The jury of the 12th edition of the Spanish Food Award for Best Cheese has begun the process of tasting and valuing the 161 samples presented to the contest. These sessions are held between June 28 and 30 at the Agrifood Laboratory of Santander (LAS).
These awards, which the Ministry of Agriculture, Fisheries and Food (MAPA) convenes every two years since 2001, seek to promote better quality cheeses, both among producers, to achieve greater competitiveness; and among consumers, by facilitating a better knowledge and assessment of their sensory characteristics.

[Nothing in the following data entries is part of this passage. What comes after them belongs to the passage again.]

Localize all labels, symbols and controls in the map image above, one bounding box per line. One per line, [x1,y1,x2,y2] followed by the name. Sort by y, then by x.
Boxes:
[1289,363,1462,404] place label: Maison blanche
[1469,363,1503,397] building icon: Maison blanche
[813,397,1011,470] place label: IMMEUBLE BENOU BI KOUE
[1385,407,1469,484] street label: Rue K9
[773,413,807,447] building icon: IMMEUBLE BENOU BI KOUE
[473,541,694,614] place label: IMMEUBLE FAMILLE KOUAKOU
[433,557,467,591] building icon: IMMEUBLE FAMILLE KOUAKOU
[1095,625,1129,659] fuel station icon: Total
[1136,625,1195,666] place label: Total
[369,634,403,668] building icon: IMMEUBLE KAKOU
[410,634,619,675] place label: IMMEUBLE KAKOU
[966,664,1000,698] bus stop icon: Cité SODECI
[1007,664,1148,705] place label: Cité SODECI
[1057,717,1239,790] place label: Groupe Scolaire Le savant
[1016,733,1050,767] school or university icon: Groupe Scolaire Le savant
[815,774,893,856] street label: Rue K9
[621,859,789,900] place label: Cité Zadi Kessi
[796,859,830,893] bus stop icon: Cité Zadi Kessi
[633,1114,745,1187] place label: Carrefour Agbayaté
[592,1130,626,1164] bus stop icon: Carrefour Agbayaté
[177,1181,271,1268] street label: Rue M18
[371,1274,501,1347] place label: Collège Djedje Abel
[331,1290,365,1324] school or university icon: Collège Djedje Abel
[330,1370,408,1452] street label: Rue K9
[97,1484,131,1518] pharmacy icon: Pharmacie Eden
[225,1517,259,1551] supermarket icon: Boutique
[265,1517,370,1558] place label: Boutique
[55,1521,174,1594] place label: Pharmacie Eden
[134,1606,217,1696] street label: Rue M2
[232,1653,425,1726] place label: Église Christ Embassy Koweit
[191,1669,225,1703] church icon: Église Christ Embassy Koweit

The 161 samples from 116 registered cheese factories throughout the national territory compete in four modalities: cow, goat, sheep, mixture and mold. Each specialty will have an award, and the award will be given to the cheese with the best score.
SELECTION PROCESS
During this day, four diapers have been formed with five tasters in each of them. The 20 tasters chosen cover profiles representing all the agents involved in the dairy sector, from the producer to the consumer, as well as experts in this field.
The samples are encoded and sorted by modalities. Random codes are established that allow a blind tasting to be performed and guarantee the traceability of the sample. The computer system used during tastings generates the codes.
The scoring of these tasters is done in two phases. During the visual phase, the external appearance and that of the cut of the sample are evaluated. The olfactory phase values the smell, taste, aroma, texture and other sensations in the mouth, persistence and residual taste, as well as the overall impression.
The final phase will have five cheeses per modality, to which a physicochemical, microbiological and determination of the animal origin of the milk will be carried out. Days after the tasting, the jury will meet by videoconference to take note of the awarded cheeses and cheeses.